Decreased Motivation to Obtain Cocaine Following Extended Access: Effects of Sex and Ovarian Hormones
As described in the September 2004 Director's Report to Council, Drs. Wendy Lynch and Jane Taylor reported sex differences in cocaine self-administration (1.5 mg/kg/infusion) under a 24-hour access procedure in which rats received four 10-min discrete trials per hour for seven days -- a procedure which produces escalation of cocaine intake in a binge-abstinence pattern. Drs. Lynch and Taylor found that compared to males, females self-administered more cocaine, self-administered for longer periods of time, and exhibited greater disruption in the diurnal control over cocaine intake.
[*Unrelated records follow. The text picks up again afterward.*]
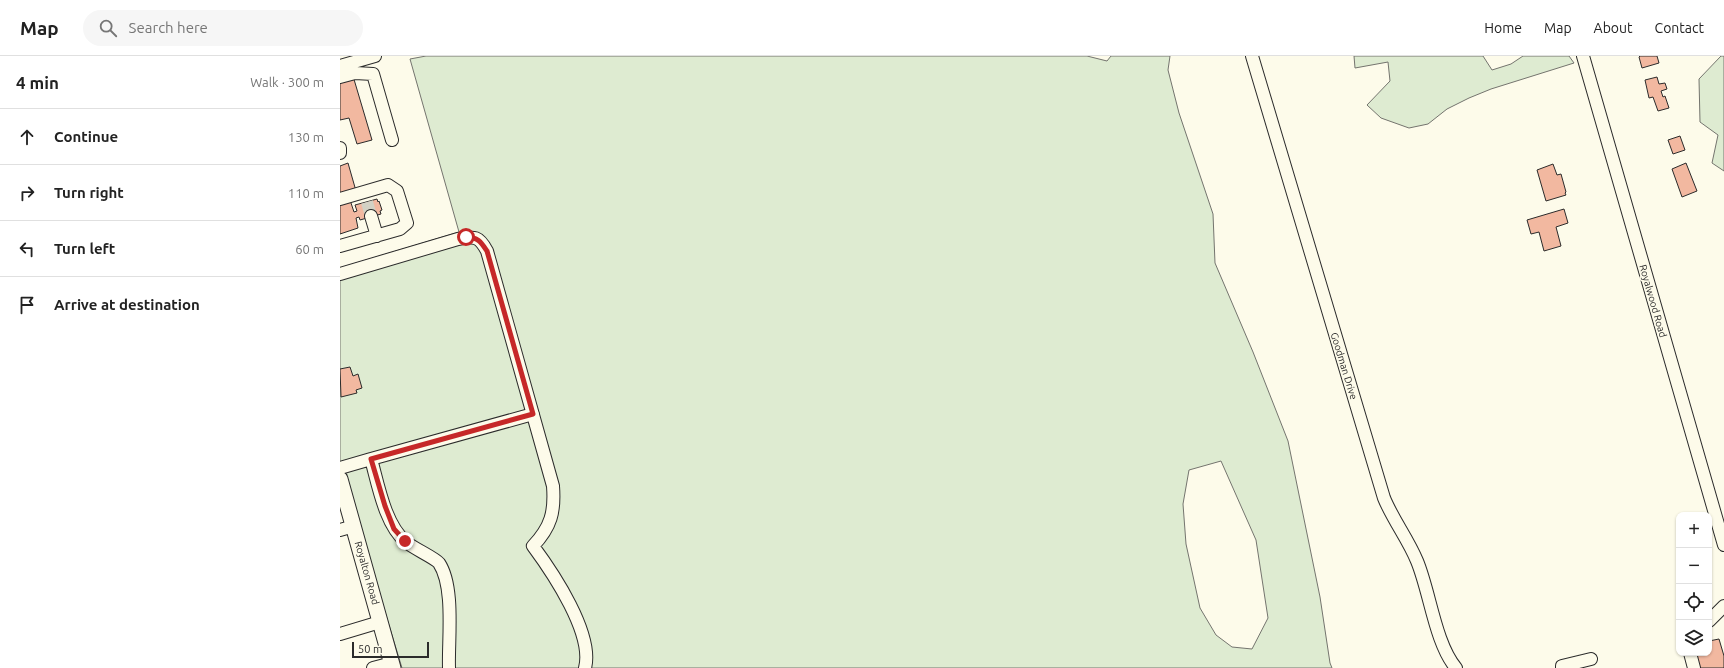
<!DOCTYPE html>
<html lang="en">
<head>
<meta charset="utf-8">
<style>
	:root { --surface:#fff; --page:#f6f6f6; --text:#222; --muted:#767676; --line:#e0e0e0 }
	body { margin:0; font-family:Ubuntu,sans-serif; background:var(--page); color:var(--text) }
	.controls { position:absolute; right:12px; bottom:12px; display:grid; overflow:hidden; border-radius:8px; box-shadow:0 1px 3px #0004 }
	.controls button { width:36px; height:36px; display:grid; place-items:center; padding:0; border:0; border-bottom:1px solid var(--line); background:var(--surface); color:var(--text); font:20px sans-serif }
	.scale { position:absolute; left:12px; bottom:10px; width:77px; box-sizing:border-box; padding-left:4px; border:2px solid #2b2b2b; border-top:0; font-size:11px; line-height:14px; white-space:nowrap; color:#2b2b2b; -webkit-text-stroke:3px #fdfbea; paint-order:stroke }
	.stop { position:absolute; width:12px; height:12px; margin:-9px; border:3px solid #c62828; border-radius:50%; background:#fff }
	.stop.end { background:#c62828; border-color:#fff; box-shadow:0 1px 4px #0008 }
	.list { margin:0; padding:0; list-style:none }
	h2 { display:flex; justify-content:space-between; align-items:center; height:52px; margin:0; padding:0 16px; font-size:17px }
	h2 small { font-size:13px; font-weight:400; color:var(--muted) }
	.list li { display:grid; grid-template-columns:26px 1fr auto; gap:12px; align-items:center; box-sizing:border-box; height:56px; padding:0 16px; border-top:1px solid var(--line) }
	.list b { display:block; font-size:15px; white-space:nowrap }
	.list em { font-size:13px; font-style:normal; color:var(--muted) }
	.icon { flex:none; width:22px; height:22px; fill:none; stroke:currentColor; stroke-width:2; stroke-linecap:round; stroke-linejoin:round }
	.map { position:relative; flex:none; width:1384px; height:612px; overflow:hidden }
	header { display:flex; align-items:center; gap:24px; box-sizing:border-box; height:56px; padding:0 20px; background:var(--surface); border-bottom:1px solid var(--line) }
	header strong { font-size:19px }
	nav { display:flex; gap:22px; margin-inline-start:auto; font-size:14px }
	.search { width:280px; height:36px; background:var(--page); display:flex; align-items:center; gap:10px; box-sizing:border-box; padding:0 14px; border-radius:22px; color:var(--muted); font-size:15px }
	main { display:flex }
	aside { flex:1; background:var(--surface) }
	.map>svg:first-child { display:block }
	.green { fill:#deebd1; stroke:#74746e; fill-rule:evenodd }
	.building { fill:#f2b8a0; stroke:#2b2b2b }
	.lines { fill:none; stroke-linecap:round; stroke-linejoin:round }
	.minor-tunnel { stroke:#d3d1c4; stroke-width:12; stroke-dasharray:12 6; stroke-linecap:butt }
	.minor-casing { stroke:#2b2b2b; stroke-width:14 }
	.major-casing { stroke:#2b2b2b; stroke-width:17 }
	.minor { stroke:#fdfbea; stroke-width:12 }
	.major { stroke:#fdfbea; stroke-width:15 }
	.route { stroke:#c62828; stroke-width:5 }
	.labels { text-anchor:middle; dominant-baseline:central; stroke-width:3; stroke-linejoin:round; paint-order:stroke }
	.street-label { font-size:10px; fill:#2b2b2b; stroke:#fdfbea }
</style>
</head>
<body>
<header>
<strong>Map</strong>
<div class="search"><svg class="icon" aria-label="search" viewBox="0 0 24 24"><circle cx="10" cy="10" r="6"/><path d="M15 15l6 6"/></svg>Search here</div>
<nav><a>Home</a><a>Map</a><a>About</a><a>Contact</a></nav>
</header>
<main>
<aside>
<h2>4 min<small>Walk · 300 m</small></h2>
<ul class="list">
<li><svg class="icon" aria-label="ahead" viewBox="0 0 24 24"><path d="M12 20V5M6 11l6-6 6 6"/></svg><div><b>Continue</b></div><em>130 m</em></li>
<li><svg class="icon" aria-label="right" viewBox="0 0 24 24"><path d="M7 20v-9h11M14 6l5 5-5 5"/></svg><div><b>Turn right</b></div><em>110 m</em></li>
<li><svg class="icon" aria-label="left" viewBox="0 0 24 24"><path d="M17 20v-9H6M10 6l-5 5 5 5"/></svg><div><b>Turn left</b></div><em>60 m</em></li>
<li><svg class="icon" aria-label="arrive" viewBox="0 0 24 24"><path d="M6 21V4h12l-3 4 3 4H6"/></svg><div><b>Arrive at destination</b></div></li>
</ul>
</aside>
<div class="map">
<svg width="1384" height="612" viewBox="0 0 1384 612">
	<rect width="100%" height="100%" fill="#fdfbea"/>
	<path class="green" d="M86 0H747L767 5 771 0H830L828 14 839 57 873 158 875 207 913 296 948 385 980 541 990 607 992 612H62L0 408V212L119 176 70 3ZM881 405 916 484 928 562 912 593 892 591 876 579 860 552 846 488 843 448 849 414Z
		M1014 0H1143L1152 14 1171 8 1183 0H1229L1234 7 1151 33 1129 42 1107 53 1088 68 1069 72 1041 62 1027 49 1050 25 1048 6 1015 12Z
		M1381 0H1384V115L1372 107 1378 79 1360 66 1359 23Z"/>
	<path class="building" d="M1300 0H1317L1319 7 1302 12 1299 1Z
		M13 20 32 84 17 88 9 62 0 64V24Z
		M1317 21 1319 28 1325 27 1327 33 1321 35 1323 41 1325 40 1329 52 1318 55 1313 41 1309 42 1305 24Z
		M1340 80 1345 94 1333 98 1328 84Z
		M8 107 16 135 0 140V110Z
		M1346 107 1357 135 1342 141 1332 113Z
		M1213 108 1217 119 1221 118 1226 136 1225 137 1226 139 1206 145 1197 114Z
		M37 143 38 146 39 145 42 154 40 155 41 158 20 164 19 161 16 162 18 172 0 178V147L10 144 14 156 17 155 15 149Z
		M1224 153 1228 167 1216 171 1221 190 1204 195 1199 176 1191 178 1187 164Z
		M10 311 13 320 18 318 22 332 16 334 17 337 1 341 0 313Z
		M1379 583 1384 600V612H1360L1356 597H1369V585Z"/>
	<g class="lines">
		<path class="minor-tunnel" d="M27 146 31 160"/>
		<defs>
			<path id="minor" d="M912 0 1044 442C1053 464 1068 483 1077 505 1090 536 1095 587 1116 612
				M1243 0 1384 489
				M0 10 35 0
				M0 21 15 17 33 18 52 84
				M0 92V97
				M0 143 48 129 57 135 67 167 60 173 0 190
				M31 160 37 180
				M0 218 118 183C135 180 139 180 147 195L213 430C215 456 211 471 193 490 213 517 254 578 245 612
				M31 403 193 358
				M0 412 31 403C38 428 45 469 66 486 73 492 95 502 99 507 115 531 108 584 109 612
				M0 474 14 470
				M1369 565 1384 550
				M0 578 40 566
				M1350 597 1354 612
				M33 612 52 607
				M1222 612V610L1251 603"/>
			<path id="major" d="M0 423 53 612"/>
		</defs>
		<use href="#minor" class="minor-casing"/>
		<use href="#major" class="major-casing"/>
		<use href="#minor" class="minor"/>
		<use href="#major" class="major"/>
	</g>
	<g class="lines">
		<path class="route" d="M65 485 54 473 45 450 31 403 193 358 147 195C141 186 138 181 126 181"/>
	</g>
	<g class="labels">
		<g class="street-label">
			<text transform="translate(1313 245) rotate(74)">Royalwood Road</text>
			<text transform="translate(1004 310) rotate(73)">Goodman Drive</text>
			<text transform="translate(27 517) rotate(74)">Royalton Road</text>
		</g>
	</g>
</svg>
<div class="controls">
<button>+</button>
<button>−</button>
<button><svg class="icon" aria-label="locate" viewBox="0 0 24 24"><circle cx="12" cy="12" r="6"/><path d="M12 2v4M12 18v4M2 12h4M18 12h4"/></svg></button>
<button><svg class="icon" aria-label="layers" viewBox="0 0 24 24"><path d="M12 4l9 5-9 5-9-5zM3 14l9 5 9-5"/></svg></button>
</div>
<div class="scale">50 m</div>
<div class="stop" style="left:126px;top:181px"></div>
<div class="stop end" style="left:65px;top:485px"></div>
</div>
</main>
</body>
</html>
In an assessment of long-term changes in cocaine motivation, conducted following a 10-day forced abstinence period, females exhibited an increase in motivation for cocaine as measured by behavior under a progressive ratio schedule, whereas males did not. (Lynch, W.J. and Tavlor, J.R. Sex Differences in the Behavioral Effects of 24-hr Access to Cocaine Under a Discrete Trial Procedure. Neuropsychopharmacology, 29, pp. 943-951, 2004). In a recent follow-up study, these researchers examined more immediate changes in cocaine motivation by testing 1, 2, and 3 days following the 7-day discrete trial procedure. Whereas males showed no change in cocaine motivation over the three test days, as assessed by progressive ratio performance, females exhibited a marked reduction in motivation. By comparing ovariectomized females with and without estrogen replacement, the researchers found that estrogen modulated the motivation for cocaine. Taken together, these two studies indicate that at 1, 2, 3, and 10 days following seven days of high access to cocaine, males exhibit no change in cocaine motivation, whereas females exhibit a reduction at 1, 2, and 3 days, and an increase at 10 days. These outcomes, along with earlier research using variations of the 24-hr discrete trials procedure with only male rats, illustrate male-female differences in the development and time course of cocaine motivation during and following extended access to cocaine. These data add to a growing body of human and animal literature indicating sex differences in cocaine addiction. Lynch, W.J. and Taylor, J.R. Decreased Motivation Following Cocaine Self-administration Under Extended Access Conditions: Effects of Sex and Ovarian Hormones. Neuropsychopharmacology, 30, pp. 927-935, 2005.